Does the description disclose side effects, auth requirements, rate limits, or destructive behavior?

No annotations are provided, so the description carries the full burden of behavioral disclosure. 'Remove echo from audio' implies a processing operation but doesn't specify whether it's destructive, requires authentication, has rate limits, or returns a result. It mentions a webhook for callback, hinting at asynchronous behavior, but this is insufficient for a mutation tool with zero annotation coverage.

Agents need to know what a tool does to the world before calling it. Descriptions should go beyond structured annotations to explain consequences.

Conciseness5/5

Is the description appropriately sized, front-loaded, and free of redundancy?

The description is a single, efficient sentence with zero waste. It's front-loaded and appropriately sized for the tool's function, making it easy to parse without unnecessary elaboration.

Shorter descriptions cost fewer tokens and are easier for agents to parse. Every sentence should earn its place.

Completeness2/5

Given the tool's complexity, does the description cover enough for an agent to succeed on first attempt?

Given the tool's complexity (audio processing with mutation), lack of annotations, and no output schema, the description is incomplete. It doesn't explain what the tool returns, error conditions, or behavioral traits like async processing. For a tool with 2 parameters and no structured safety hints, more context is needed to guide effective use.

Complex tools with many parameters or behaviors need more documentation. Simple tools need less. This dimension scales expectations accordingly.

Parameters3/5

Does the description clarify parameter syntax, constraints, interactions, or defaults beyond what the schema provides?

Schema description coverage is 100%, so the schema already documents both parameters ('audio_url' and 'webhook_url'). The description adds no additional meaning beyond what the schema provides, such as audio format requirements or webhook payload details. Baseline 3 is appropriate when the schema handles parameter documentation effectively.

Input schemas describe structure but not intent. Descriptions should explain non-obvious parameter relationships and valid value ranges.

Purpose4/5

Does the description clearly state what the tool does and how it differs from similar tools?

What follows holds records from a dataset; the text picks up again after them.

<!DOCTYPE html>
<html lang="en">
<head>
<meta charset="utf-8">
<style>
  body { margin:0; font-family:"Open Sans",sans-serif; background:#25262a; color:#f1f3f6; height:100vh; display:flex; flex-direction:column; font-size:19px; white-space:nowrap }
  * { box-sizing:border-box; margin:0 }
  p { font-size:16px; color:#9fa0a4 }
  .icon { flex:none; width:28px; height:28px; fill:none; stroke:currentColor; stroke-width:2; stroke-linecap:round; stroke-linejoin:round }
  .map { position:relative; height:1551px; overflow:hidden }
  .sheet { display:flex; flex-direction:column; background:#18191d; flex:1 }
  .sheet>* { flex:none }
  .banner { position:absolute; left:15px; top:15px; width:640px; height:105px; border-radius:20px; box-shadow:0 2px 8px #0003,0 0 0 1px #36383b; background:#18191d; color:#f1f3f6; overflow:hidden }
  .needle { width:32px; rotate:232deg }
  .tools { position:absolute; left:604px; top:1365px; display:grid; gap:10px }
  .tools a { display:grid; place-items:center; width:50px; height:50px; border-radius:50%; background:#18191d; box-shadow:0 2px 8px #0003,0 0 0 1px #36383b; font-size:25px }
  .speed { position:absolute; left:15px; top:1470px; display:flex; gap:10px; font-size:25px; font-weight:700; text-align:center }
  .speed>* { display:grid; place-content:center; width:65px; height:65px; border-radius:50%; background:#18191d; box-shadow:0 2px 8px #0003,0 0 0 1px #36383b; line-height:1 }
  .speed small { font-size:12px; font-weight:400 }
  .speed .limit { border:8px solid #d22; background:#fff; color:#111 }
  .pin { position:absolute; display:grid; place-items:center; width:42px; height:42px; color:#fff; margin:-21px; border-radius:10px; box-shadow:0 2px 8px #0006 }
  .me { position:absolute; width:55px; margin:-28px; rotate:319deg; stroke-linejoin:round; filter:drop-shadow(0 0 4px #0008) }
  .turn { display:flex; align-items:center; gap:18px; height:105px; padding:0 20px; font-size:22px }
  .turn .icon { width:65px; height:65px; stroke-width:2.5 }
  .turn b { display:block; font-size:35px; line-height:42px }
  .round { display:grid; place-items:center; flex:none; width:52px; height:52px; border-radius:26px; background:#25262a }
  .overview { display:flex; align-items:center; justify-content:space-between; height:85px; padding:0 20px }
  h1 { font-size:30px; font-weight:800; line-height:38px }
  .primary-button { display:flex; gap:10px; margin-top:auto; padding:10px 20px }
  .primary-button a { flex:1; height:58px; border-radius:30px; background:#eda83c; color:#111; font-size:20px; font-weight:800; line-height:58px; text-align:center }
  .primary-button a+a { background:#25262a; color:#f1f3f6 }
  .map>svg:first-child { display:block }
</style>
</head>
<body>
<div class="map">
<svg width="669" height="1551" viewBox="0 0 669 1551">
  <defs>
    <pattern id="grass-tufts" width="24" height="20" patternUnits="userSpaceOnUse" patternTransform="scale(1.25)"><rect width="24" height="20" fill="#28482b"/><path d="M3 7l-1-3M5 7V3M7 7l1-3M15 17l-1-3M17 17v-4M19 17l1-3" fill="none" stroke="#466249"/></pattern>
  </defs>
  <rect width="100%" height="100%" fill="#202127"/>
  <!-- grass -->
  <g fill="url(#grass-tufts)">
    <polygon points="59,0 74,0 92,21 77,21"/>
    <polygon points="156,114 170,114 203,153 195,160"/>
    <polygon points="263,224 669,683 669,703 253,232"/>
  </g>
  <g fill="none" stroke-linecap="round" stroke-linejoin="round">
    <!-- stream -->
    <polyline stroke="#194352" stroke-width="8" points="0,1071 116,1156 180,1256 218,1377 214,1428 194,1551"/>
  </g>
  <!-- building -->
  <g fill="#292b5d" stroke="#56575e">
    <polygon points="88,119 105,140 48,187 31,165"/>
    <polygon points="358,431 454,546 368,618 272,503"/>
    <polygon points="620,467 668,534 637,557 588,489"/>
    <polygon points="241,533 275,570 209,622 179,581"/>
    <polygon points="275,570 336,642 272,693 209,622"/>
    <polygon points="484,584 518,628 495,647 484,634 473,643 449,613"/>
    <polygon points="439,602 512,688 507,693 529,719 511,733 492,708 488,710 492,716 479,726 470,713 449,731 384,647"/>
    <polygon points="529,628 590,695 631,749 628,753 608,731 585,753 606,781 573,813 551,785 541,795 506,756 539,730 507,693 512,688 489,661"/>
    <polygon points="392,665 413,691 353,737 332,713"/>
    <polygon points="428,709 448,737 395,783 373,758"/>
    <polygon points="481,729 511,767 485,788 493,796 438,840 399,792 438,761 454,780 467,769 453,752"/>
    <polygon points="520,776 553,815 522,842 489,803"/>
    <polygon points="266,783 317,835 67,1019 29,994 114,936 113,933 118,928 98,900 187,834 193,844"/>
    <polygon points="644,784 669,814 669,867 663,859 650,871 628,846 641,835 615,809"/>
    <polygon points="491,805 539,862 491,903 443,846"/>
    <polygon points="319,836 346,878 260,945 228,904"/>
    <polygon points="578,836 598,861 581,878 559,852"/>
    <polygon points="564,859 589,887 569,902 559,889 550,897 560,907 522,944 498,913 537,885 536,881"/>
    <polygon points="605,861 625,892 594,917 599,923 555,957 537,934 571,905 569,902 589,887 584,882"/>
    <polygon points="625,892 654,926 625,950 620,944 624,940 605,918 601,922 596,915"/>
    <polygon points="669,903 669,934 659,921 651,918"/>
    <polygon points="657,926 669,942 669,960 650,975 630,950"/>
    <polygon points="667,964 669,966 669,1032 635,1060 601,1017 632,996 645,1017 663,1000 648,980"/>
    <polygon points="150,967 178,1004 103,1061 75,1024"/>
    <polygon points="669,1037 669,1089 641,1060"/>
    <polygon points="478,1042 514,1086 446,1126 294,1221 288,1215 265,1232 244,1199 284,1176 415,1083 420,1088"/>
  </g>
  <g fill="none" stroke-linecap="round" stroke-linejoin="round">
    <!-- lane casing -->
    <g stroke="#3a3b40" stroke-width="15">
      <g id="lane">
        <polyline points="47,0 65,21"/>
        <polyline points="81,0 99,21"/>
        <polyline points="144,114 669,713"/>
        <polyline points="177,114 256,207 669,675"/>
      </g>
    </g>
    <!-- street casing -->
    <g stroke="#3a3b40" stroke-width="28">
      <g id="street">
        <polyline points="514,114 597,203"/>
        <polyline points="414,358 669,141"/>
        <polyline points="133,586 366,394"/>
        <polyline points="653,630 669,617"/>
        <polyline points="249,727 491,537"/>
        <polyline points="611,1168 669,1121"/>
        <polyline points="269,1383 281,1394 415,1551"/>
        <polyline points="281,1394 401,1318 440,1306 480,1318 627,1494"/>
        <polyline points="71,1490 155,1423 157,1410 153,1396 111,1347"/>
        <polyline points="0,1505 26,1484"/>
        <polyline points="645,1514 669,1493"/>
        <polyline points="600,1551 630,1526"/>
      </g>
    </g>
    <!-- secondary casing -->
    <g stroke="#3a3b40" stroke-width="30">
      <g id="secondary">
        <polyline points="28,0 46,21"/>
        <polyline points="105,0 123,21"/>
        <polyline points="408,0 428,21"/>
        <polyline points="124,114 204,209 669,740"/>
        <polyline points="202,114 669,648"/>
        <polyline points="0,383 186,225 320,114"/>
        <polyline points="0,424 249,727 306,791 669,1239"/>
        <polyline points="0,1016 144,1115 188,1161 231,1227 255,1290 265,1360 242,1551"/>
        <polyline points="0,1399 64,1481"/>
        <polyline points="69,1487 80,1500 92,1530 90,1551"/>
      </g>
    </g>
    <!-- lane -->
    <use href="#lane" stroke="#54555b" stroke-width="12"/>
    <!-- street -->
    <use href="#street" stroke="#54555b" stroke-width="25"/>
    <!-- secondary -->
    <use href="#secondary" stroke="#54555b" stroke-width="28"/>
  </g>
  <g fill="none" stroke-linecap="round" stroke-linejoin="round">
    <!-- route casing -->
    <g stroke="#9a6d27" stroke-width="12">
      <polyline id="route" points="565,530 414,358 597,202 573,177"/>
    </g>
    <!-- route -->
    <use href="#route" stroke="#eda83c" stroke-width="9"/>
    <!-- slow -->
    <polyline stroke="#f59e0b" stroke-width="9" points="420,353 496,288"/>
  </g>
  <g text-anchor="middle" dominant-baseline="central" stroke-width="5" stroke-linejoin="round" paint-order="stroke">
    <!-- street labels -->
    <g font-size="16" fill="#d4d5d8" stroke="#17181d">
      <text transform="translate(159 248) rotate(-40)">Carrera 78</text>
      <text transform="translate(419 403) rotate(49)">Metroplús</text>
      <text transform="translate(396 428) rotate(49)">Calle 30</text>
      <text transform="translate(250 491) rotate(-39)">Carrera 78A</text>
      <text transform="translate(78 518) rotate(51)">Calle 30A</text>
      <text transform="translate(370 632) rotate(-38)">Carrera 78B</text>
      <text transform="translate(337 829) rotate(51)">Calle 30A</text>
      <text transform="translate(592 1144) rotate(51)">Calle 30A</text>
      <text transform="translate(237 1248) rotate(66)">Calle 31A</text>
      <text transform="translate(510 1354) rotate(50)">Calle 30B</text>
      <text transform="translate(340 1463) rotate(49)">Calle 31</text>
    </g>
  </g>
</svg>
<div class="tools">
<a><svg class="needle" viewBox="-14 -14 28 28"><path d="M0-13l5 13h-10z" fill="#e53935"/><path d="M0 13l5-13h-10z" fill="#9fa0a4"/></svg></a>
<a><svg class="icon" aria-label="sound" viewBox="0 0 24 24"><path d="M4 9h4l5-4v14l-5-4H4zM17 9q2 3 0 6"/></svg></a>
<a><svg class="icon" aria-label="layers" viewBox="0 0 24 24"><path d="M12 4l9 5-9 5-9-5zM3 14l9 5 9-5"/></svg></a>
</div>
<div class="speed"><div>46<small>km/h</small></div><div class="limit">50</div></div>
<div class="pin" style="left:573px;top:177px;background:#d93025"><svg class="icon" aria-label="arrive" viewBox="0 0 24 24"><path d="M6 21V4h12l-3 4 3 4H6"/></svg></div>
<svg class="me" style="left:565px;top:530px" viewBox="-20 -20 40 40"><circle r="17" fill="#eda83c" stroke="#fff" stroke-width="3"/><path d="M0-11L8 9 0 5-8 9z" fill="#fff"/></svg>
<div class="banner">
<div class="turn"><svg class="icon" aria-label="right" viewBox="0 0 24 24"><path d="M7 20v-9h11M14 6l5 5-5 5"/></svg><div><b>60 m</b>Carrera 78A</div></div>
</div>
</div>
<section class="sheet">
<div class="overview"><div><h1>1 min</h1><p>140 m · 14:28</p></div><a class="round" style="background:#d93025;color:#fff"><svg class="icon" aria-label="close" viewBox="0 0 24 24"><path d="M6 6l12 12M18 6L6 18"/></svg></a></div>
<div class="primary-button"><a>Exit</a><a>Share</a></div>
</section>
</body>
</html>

The description 'Remove echo from audio' clearly states the tool's function with a specific verb ('Remove') and resource ('echo from audio'). It distinguishes from siblings like 'denoise_audio' and 'dereverb_audio' by focusing on echo removal, though it doesn't explicitly contrast them. The purpose is unambiguous but could be more specific about scope.

Agents choose between tools based on descriptions. A clear purpose with a specific verb and resource helps agents select the right tool.

Usage Guidelines2/5

Does the description explain when to use this tool, when not to, or what alternatives exist?

The description provides no guidance on when to use this tool versus alternatives. It doesn't mention prerequisites, context, or exclusions, such as when echo removal is appropriate compared to denoising or dereverberation. With multiple audio processing siblings, this lack of differentiation leaves usage unclear.

Agents often have multiple tools that could apply. Explicit usage guidance like "use X instead of Y when Z" prevents misuse.